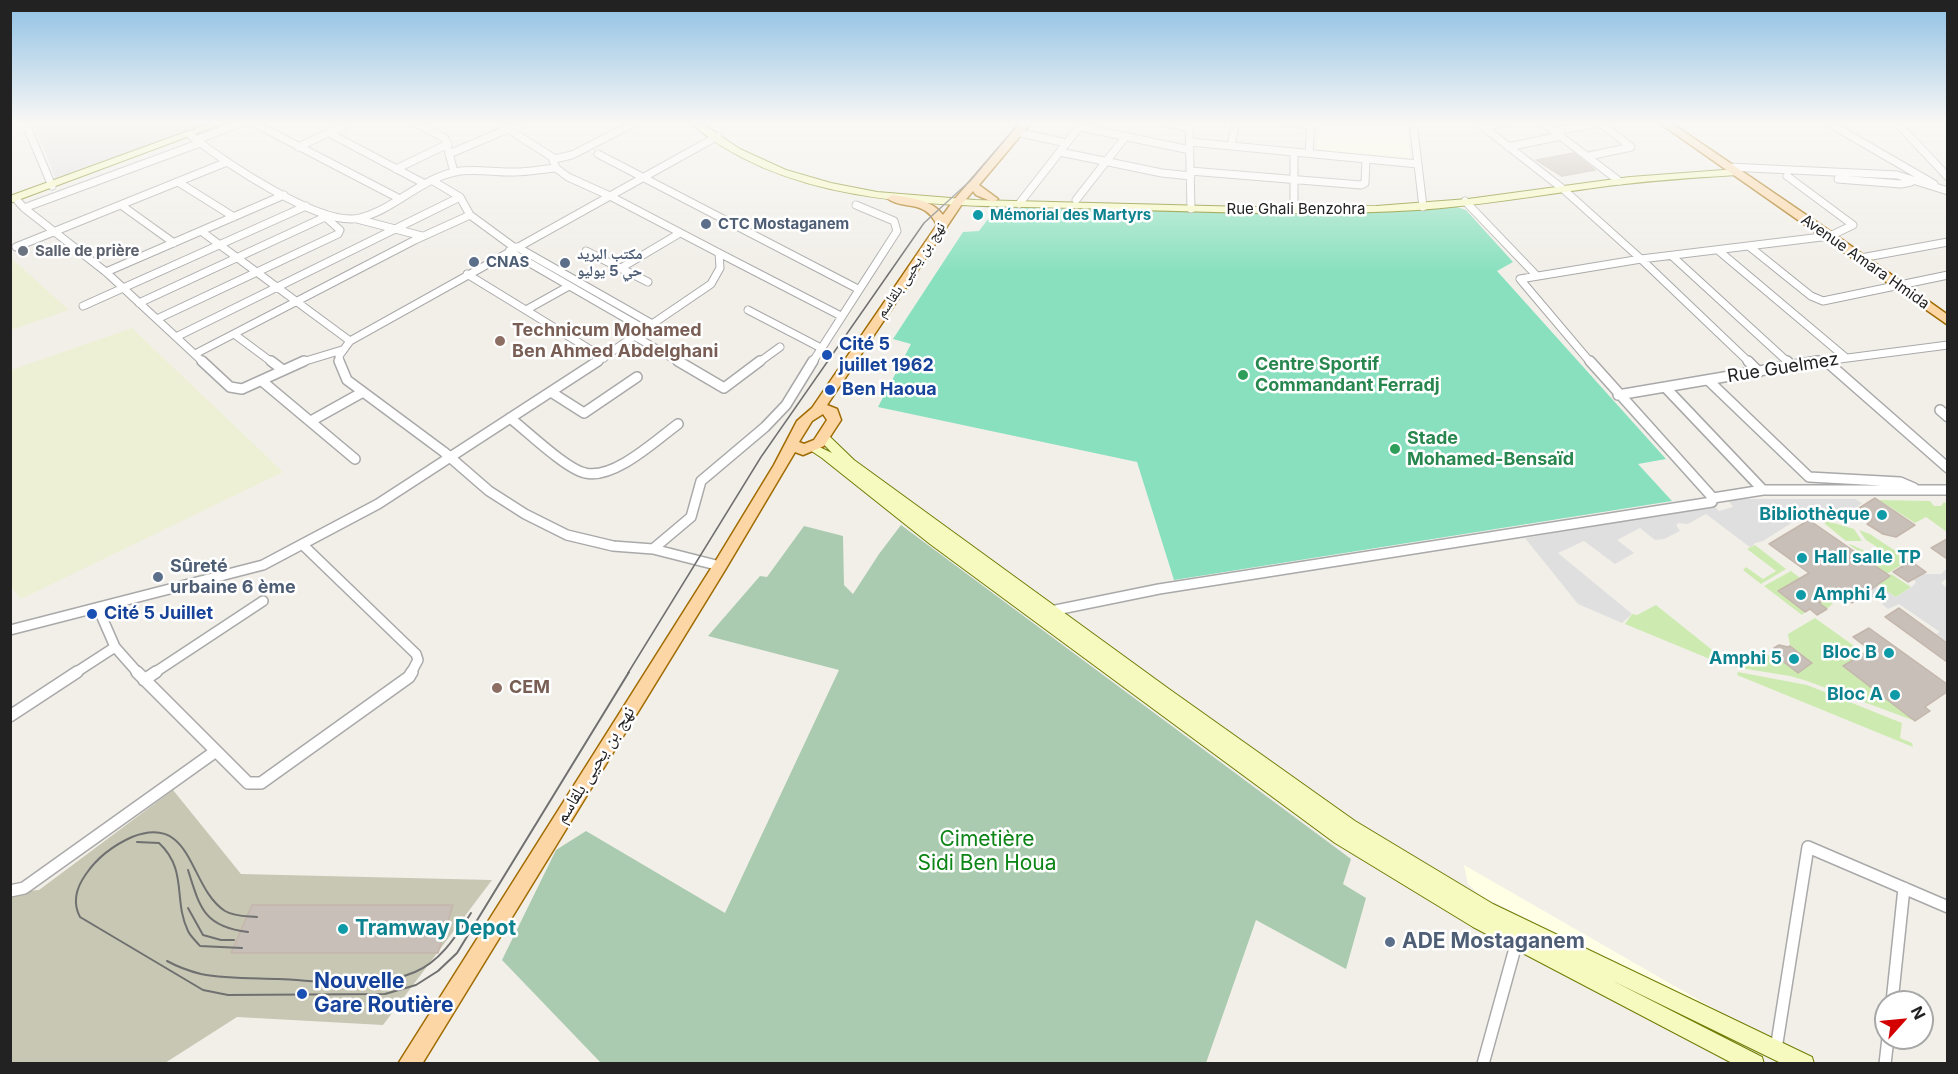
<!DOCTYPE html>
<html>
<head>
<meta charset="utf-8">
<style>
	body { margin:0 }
	#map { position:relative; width:1958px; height:1074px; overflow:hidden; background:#f2efe9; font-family:Inter,sans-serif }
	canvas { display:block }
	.frame { position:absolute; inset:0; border:12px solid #222; pointer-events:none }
	.north { position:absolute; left:1874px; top:990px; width:60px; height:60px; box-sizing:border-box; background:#fff; border:2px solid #a7a7a7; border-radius:50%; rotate:63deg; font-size:16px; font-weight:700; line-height:24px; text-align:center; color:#222 }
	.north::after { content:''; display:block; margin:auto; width:21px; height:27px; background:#d40000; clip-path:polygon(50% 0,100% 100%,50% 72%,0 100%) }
</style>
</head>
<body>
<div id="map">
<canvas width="1958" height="1074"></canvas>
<div class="frame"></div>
<div class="north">N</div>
</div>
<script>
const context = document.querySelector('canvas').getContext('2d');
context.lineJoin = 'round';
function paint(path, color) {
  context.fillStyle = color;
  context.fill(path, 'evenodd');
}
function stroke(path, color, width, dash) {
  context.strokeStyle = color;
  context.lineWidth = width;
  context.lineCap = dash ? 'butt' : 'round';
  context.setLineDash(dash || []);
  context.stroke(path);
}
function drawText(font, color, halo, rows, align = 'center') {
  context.font = font + ' Inter,"Noto Naskh Arabic",sans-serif';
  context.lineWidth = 5;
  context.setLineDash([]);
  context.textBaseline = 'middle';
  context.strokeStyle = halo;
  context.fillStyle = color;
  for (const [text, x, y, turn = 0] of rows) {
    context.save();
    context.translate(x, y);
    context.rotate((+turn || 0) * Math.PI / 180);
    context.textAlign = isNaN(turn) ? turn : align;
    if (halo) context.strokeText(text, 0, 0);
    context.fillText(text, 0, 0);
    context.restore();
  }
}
const residential = new Path2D(`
	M33,122h178l-155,58z
	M1735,499h120l7,4 -22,18 -30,-6 -9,2 -38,24 -8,2 -4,5 -45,-34 -18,10 -9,-1 -3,2 4,6 -16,8 -9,1 -15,-12 -23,12 17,13 -19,11 -31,-23 -26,12 74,61 -10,9 -44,-19 -53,-66 172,-30 17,-2 5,5 14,-4 -4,-6z
	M1947,568v10l-6,5 6,5v54l-11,-8 4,-2 -41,-28 -11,5 -6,-5 5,-10 -11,6 -14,-9 15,-6 19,12 17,-11 3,-4 -3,-3 9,-5h19z`);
const education = new Path2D(`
	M1319,122h88l3,38 -94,-10z
	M1464,865l287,165 -270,-134 -13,-12z`);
const construction = new Path2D(`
	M173,790l68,84 251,6 -109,145 -146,-8 -72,46 -154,1v-172l28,-2z`);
const farmland = new Path2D(`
	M10,258h1l58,52 -58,20z
	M132,328l151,144 -262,127 -11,-13 1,-216z`);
const grass = new Path2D(`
	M1879,500l51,1 4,5h7l3,-4 3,2v28l-21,-15 -11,6z
	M1827,521l27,8 8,12h-16l-22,-18z
	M1859,530l11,4 39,26 -22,14 -10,-7v-3l-29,-20c10,2 19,11 29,8v-5l-11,-7z
	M1755,545l31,24 -25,15 -18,-14 3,-3 17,12 13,-8 -29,-22z
	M1791,571l42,32 -6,6 -8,-6 4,-3 -27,-20 -18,11 27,21 -3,3 -38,-29z
	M1891,574l20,13 -15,10 -19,-12z
	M1656,605l70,56 -4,3 -97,-40 7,-10 5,1z
	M1815,618l49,35 -21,13 72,55 -108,-40 -17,-5 -56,-9 29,-16 9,7 3,-3 23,18 14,-10 -22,-17 -2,-12z
	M1738,672l69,13 95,38 -2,15 12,5 1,4 -176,-72z`);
const cemetery = new Path2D(`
	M901,525l450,334 -8,25 23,14 -20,71 -90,-49 -50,143h-605l-99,-103 54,-110 30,-19 139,82 114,-243 -131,-34 52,-60 7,1 37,-51 39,10 1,49 9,9 26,-40z`);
const pitch = new Path2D(`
	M997,207l331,8 129,-8 9,3 47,52 -16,9 169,188 -28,5 34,37 -498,79 -37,-118 -259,-55 33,-63 -18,-5 70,-107 16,-1z`);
const building = new Path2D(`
	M1574,153l21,17 -33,6 -26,-16z
	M1875,498l40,27 -19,12 -13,-3 -16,-10 5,-4 -16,-10z
	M1809,520l68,47 13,9 -38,27 -15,-10 -18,10 8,6 -10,6 -7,-6 -5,3 -27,-21 31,-18 -40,-29z
	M1947,539v20l-16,-11z
	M1911,561l15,11 -18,10 -15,-10z
	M1899,608l48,35v19l-62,-45z
	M1869,628l78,56v8l-22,15 5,4 -15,10 -72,-55 27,-16 -17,-13z
	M1779,645l9,2 2,-1 22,17 -14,10 -22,-17 -2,-8z
	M252,905h201l-15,48h-207z`);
const minorFar2 = new Path2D(`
	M25,122l27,64
	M252,122l148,77
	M413,122l32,16 9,34
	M497,122l55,35 4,11 12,9 42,19
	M1163,122l27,6
	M1189,122l2,87
	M1283,122l28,3
	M1413,122l10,85
	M1477,122l86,67 78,70 109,104
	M1542,122l77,59
	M1827,122l107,62
	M1896,122l52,55
	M1080,127l110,23
	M1483,127l24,-5
	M512,131l15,-9
	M1554,131l46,-8
	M329,133l96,51
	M1020,133l47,10
	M190,135c32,25 130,93 170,83 35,-9 60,-39 95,-46 20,-4 40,1 60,0 14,0 27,-3 41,-4
	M196,140l47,-18
	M1190,142l228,22
	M1231,146l5,-24
	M298,147l54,-25
	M1508,147l53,-11
	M1060,152l102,21 29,3
	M1294,152v54
	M1309,153l2,-31
	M449,154l59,-25
	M598,154l260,135
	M1589,156l42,-9 -32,-25
	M554,159l18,-4 64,-33
	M1729,167l168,8 51,16
	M396,169l52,-25
	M1190,171l171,14 4,-2 1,-24
	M1838,179l63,5 10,-2
	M433,181l27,16 10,18 45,33
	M178,182l56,35
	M16,199l8,9 82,64 98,91
	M1076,200l50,-64
	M1465,201l71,74
	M1019,204l64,-82
	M121,205l53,38
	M24,208l176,-65
	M357,219l65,17
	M201,231l149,110
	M16,247l211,-85
	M517,247l137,78
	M1750,247l61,49 12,5 125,-26
	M509,251l137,79
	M586,251l62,31
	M1719,251l126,106
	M719,253l122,63
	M1672,256l117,107
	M1861,258l87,-16
	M621,268l59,-35
	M106,272l178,-77
	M467,274l137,84
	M139,303l186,-86
	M83,306l223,-100
	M526,310l43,-24
	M748,310l73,38
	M157,319l181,-85 2,-4 -18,-16
	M234,334l39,29
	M176,337l284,-140
	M636,337l45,26
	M195,354l220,-114 55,-25
	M1825,361l2,2
	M299,363l43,-13
	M340,363l-1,-7 11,-15 260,-145
	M595,363l116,-79 9,-16 -1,-15 -109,-57 108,-60
	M758,363l22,-16
	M812,363l85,-132 -3,-10 -38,-16
	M1591,363l-71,-84 121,-20 189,-23 23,-11 -66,-49
	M1809,363l139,-18`);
const minorFar1 = new Path2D(`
	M202,361l28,26 12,2 62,-28
	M271,361l12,9
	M339,361l8,19 97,72 45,39 36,23 42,21 46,11 40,3 67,17
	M678,361l46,27 36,-27
	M1590,361l123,137
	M1748,361l11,11
	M1787,361l5,5
	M1826,361l122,107
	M1708,380l101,97 91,5 14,6
	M262,381l93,78
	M1665,387l98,103
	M551,392l33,21 53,-36
	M1618,395l200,-34
	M1940,410l8,7
	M510,418c17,13 56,51 75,55 29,7 71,-33 93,-49
	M311,421l52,-29
	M303,545l113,109 2,6 -7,13
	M653,549l38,-32 10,-36 64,-54 21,-22 27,-44
	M98,608l17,39 23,26
	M1046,612l113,-23 553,-87 1,-4 50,-8h185
	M10,630l253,-65 115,-61 220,-143
	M75,673l40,-26
	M154,673l109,-72`);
const minor = new Path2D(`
	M137,672l79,79
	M144,680l12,-8
	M10,716l67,-44
	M10,891l14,-3 192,-137 32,32h13l148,-106 3,-5
	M1892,1002l12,-114
	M1776,1049l32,-202 140,60
	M1483,1064l34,-123
	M1885,1064l3,-26`);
const secondary = new Path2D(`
	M213,122h14l-217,81v-7z
	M689,122h11l40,27 46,21 45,13 46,9 98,8 273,7 128,-1 92,-7 162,-22 107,-8 5,3 -5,3c-48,3 -96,6 -144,13 -59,8 -117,18 -176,22 -114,7 -229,1 -343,-2 -127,-3 -283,2 -385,-86z
	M823,433l4,1 27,26 315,229 186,132 138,83 319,153 2,7h-31l-170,-83 149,76 2,7h-30l-261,-137 -138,-84 -405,-299 -108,-86 -15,-10 6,-4 19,9 -15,-16z`);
const primary = new Path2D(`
	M1021,122h11l-53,63 19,14 -5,3 -17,-7 -3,-4 -11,13 -135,201 10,4 4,11 -2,3 -15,23 -21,9 -8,-3 -70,118 -303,494h-24l317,-502 59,-97 23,-44 15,-13 125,-183c-13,-27 -33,-14 -50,-27l5,-3c19,3 39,4 51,20l11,-15zM823,414l4,6 -13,20 -10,4 -5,-2 13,-21z
	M1658,122h12l164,112 114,81v10z`);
const tramFar1 = new Path2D(`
	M628,673l133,-216 163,-234 46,-42 50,-59`);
const tram = new Path2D(`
	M137,842l22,1c29,27 14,57 29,88 3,6 8,10 12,15l42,2
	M188,870c12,38 16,57 60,62
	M188,908l15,27 18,5h13
	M257,917c-10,-1 -22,0 -32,-6 -37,-24 -31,-98 -93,-74 -18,8 -35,21 -46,37 -10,14 -14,28 -6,43l123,73 25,5 157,-1 31,-9 22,-14 19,-18 172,-281
	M167,961c11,6 22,10 34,13 26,5 52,4 78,5 43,2 95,11 136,-7 26,-11 41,-36 56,-59`);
const markers = [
	[978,215,6,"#0f9aa8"],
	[706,224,6,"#5c6f8a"],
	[23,251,6,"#6b7280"],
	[474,262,6,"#5c6f8a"],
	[565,263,6,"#5c6f8a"],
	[500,341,6,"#8d6e63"],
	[827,355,6,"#1a4fb4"],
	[1243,375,6,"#2e9e5b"],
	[830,390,6,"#1a4fb4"],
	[1395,449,6,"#2e9e5b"],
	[1882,515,6,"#0f9aa8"],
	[1802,558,6,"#0f9aa8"],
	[158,577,6,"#5c6f8a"],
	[1801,595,6,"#0f9aa8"],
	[92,614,6,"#1a4fb4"],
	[1889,653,6,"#0f9aa8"],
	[1794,659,6,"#0f9aa8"],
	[497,688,6,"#8d6e63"],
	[1895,695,6,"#0f9aa8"],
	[343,929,6,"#0f9aa8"],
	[1390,942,6,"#5c6f8a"],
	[302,994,6,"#1a4fb4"]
];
const farStreetnames = [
	["Rue Ghali Benzohra",1296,209],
	["Avenue Amara Hmida",1865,262,35],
	["نهج بن يحيى بلقاسم",911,270,-56]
];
const farCulturenames = [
	["Mémorial des Martyrs",990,215]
];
const farServicenames = [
	["CTC Mostaganem",718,224],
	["مكتب البريد",577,254],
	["حي 5 يوليو",577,271],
	["CNAS",486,262]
];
const farWorshipnames = [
	["Salle de prière",35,251]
];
const educationNames = [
	["Technicum Mohamed",512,331],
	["Ben Ahmed Abdelghani",512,352],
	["CEM",509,688]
];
const transitNames = [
	["Cité 5",839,345],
	["juillet 1962",839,366],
	["Ben Haoua",842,390],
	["Cité 5 Juillet",104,614]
];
const leisureNames = [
	["Centre Sportif",1255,365],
	["Commandant Ferradj",1255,386],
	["Stade",1407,439],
	["Mohamed-Bensaïd",1407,460]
];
const streetNames = [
	["Rue Guelmez",1783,368,-9],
	["نهج بن يحيى بلقاسم",595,765,-58]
];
const cultureNames = [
	["Bibliothèque",1870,515],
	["Hall salle TP",1814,558,"left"],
	["Amphi 4",1813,595,"left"],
	["Bloc B",1877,653],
	["Amphi 5",1782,659],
	["Bloc A",1883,695]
];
const serviceNames = [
	["Sûreté",170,567],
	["urbaine 6 ème",170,588]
];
const nearParknames = [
	["Cimetière",987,840],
	["Sidi Ben Houa",987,864]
];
const nearCulturenames = [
	["Tramway Depot",355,929]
];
const nearServicenames = [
	["ADE Mostaganem",1402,942]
];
const nearTransitnames = [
	["Nouvelle",314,982],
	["Gare Routière",314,1006]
];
paint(residential, '#e0dfdf');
paint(education, '#ffffe5');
paint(construction, '#c7c7b4');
paint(farmland, '#eef0d5');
paint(grass, '#cdebb0');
paint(cemetery, '#aacbaf');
paint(pitch, '#88e0be');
paint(building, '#c7bfb8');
stroke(building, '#c4b6ab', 1.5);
stroke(minorFar2, '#a9a9a9', 9);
stroke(minorFar1, '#a9a9a9', 12);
stroke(minor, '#a9a9a9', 14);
stroke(secondary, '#707d05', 2);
stroke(primary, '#a06b00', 3);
stroke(minorFar2, '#fff', 7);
stroke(minorFar1, '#fff', 9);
stroke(minor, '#fff', 11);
paint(secondary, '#f7fabf');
paint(primary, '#fcd6a4');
stroke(tramFar1, '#707070', 1.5);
stroke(tram, '#707070', 2);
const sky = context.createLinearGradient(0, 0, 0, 273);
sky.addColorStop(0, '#8fc0e4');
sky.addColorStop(0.45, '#f9f8f5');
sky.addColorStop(1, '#f9f8f500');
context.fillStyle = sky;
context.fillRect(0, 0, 1958, 273);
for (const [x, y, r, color] of markers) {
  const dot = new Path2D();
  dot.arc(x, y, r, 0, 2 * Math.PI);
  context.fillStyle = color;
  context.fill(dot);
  stroke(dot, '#fff', 2);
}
drawText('15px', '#222', '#fff', farStreetnames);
drawText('bold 15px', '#0d838f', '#fff', farCulturenames, 'left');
drawText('bold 15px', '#4e5e75', '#fff', farServicenames, 'left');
drawText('bold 15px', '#5b616d', '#fff', farWorshipnames, 'left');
drawText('bold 18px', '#785e54', '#fff', educationNames, 'left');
drawText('bold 18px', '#164399', '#fff', transitNames, 'left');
drawText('bold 18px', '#27864d', '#fff', leisureNames, 'left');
drawText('18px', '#222', '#fff', streetNames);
drawText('bold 18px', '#0d838f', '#fff', cultureNames, 'right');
drawText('bold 18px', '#4e5e75', '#fff', serviceNames, 'left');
drawText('21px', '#0c8416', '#fff', nearParknames);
drawText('bold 21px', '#0d838f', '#fff', nearCulturenames, 'left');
drawText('bold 21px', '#4e5e75', '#fff', nearServicenames, 'left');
drawText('bold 21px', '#164399', '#fff', nearTransitnames, 'left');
</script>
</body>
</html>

▶ [TASK REQUIREMENTS]:
Whenever a line in the entries above includes the word "function", pull that line out.

▶ [WRITTEN SOLUTION]:
function paint(path, color) {
function stroke(path, color, width, dash) {
function drawText(font, color, halo, rows, align = 'center') {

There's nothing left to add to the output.